From Jennifer Kho, Forbes contributor:
Energy-efficiency improvements, such as installing new boilers or roof insulation, can save building owners big bucks in the long term. A study released by theAmerican Council for an Energy-Efficient Economy (ACEEE) on Wednesday found that energy efficiency could save consumers an average of $400 billion per year.
But the upfront costs of these improvements are often too high for owners to pay outright, and it’s also difficult to get financing for energy-efficiency improvements. That could change, thanks to a Deutsche Bank study of affordable-apartment retrofits in New York City.

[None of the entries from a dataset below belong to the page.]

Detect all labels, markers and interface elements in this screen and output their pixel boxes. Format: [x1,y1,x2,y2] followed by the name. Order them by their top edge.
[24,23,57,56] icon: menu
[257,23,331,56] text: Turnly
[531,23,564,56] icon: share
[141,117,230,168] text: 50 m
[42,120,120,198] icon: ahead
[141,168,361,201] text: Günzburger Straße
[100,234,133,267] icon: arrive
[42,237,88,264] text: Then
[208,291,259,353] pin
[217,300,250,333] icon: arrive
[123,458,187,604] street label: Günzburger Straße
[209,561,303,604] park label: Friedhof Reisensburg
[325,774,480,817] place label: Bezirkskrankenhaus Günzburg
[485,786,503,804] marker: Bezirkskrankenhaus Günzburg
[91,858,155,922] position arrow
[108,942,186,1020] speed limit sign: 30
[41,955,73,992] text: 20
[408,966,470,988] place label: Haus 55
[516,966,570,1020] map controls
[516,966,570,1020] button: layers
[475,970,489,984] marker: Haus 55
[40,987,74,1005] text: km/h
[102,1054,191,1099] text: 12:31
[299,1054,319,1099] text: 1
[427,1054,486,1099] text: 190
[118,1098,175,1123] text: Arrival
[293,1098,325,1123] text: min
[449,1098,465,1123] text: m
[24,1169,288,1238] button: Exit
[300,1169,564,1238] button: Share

Researchers found that half of the projects included in the study yielded enough energy savings to pay for themselves in 30 years or less. The study, published this week, also compiled information about the average energy savings that different types of buildings reaped from a variety of improvements.
How could that help owners get financing? Mortgage lenders don’t usually include the long-term energy savings in their home-loan calculations today, says Sam Marks, vice president for the Deutsche Bank Americas Foundation and Community Development Finance Group. Instead, all maintenance and operating expenses – including energy – usually get lumped together, with expected standard increases of 2-3 percent per year, he says.
“There’s a basic underwriting process, and there hasn’t been much interest in changing that,” he says. “The private market is not interested, right now, in doing a lot of newfangled things.”
Deutsche Bank hopes the benchmarks from its study will make it easier for lenders to determine how much money different types of projects are likely to save and will give them the confidence to include those expected savings in their loan calculations. The idea is that more financial institutions would be willing to underwrite slightly larger loans to pay for energy-efficiency upgrades – adding the cost of the upgrades to the size of the owners’ mortgages – if they’re confident that the savings from the upgrades will ultimately make up the cost.
The study also includes specific suggestions for how lenders can incorporate the energy savings into their underwriting process. Those tools could open up more financing for such improvements, and, in turn, give the energy-efficiency market a big boost. That’s because financing has long been a major bottleneck for the sector.
Ron Pernick, managing director of cleantech-research firm Clean Edge, calls the Deutsche Bank study “telling and important.” Banks, insurers and other financial players see the opportunity in energy-efficiency projects, but don’t have the financing tools and infrastructure in place to get the deals done, he says.
“In a lot of ways, energy efficiency is an unsung hero,” he says. “The cost has come down in the last couple of years and these projects pencil out. People can make money out of these projects. But it’s only going to happen if we figure out the financing.”
It’s also significant that the study focused on apartment buildings, which represent potentially larger projects than single-family homes, Pernick adds. “It’s like solar five or 10 years ago, which started out as something distributed on a home rooftop and now has increasingly gone into larger commercial, industrial and utility-scale projects too,” he says. “We’re going to move to deep-scale deployments and multiple-family retrofits, and I think it’s the right thing – that’s where you get the biggest bang for your buck.” The ACEEE study also concludes that larger energy-efficiency projects could deliver greater returns.
Marks says the Deutsche Bank study focused on affordable-apartment buildings for several reasons. First of all, this type of housing has been getting state funding, making data about these buildings publicly available. It also represents a big potential opportunity for energy-efficiency savings: A McKinsey study in 2009 estimated that energy-efficiency measures in low-income residential buildings could save $80 billion, at a cost of approximately $46 billion, with almost a quarter of that potential coming from multifamily buildings.
“We feel there’s a critical mass of this type of housing that, if we can solve the financing problem, we could really move the needle on low-carbon development,” Marks says. “It’s the bread and butter of the housing market in New York City.”
In addition, affordable and rent-stabilized housing has been among the most innovative when it comes to energy efficiency, he says: “Energy efficiency is really a matter of survival for this kind of housing.” Because heat and hot water costs are usually included in New York City rents, owners of rent-stabilized housing are allowed to raise rents in order to pass along increased energy costs.
Living Cities, a philanthropic collaborative, plans to help put the Deutsche Bank study’s suggestions into practice. The group this week announced a $150,000 grant to the New York City Energy Efficiency Corp. to “credit enhance” energy-efficiency loans for affordable apartment buildings. In other words, it will certify the portion of the loans intended for energy-efficiency projects. The hope is that the enhancements will entice lenders to create larger mortgages to cover energy-efficiency upgrades, Marks explains.
Community development financial institutions, other lenders focused on protecting the environment or improving affordable housing and cutting-edge community banks will likely be the first to adopt the study’s suggestions, he says.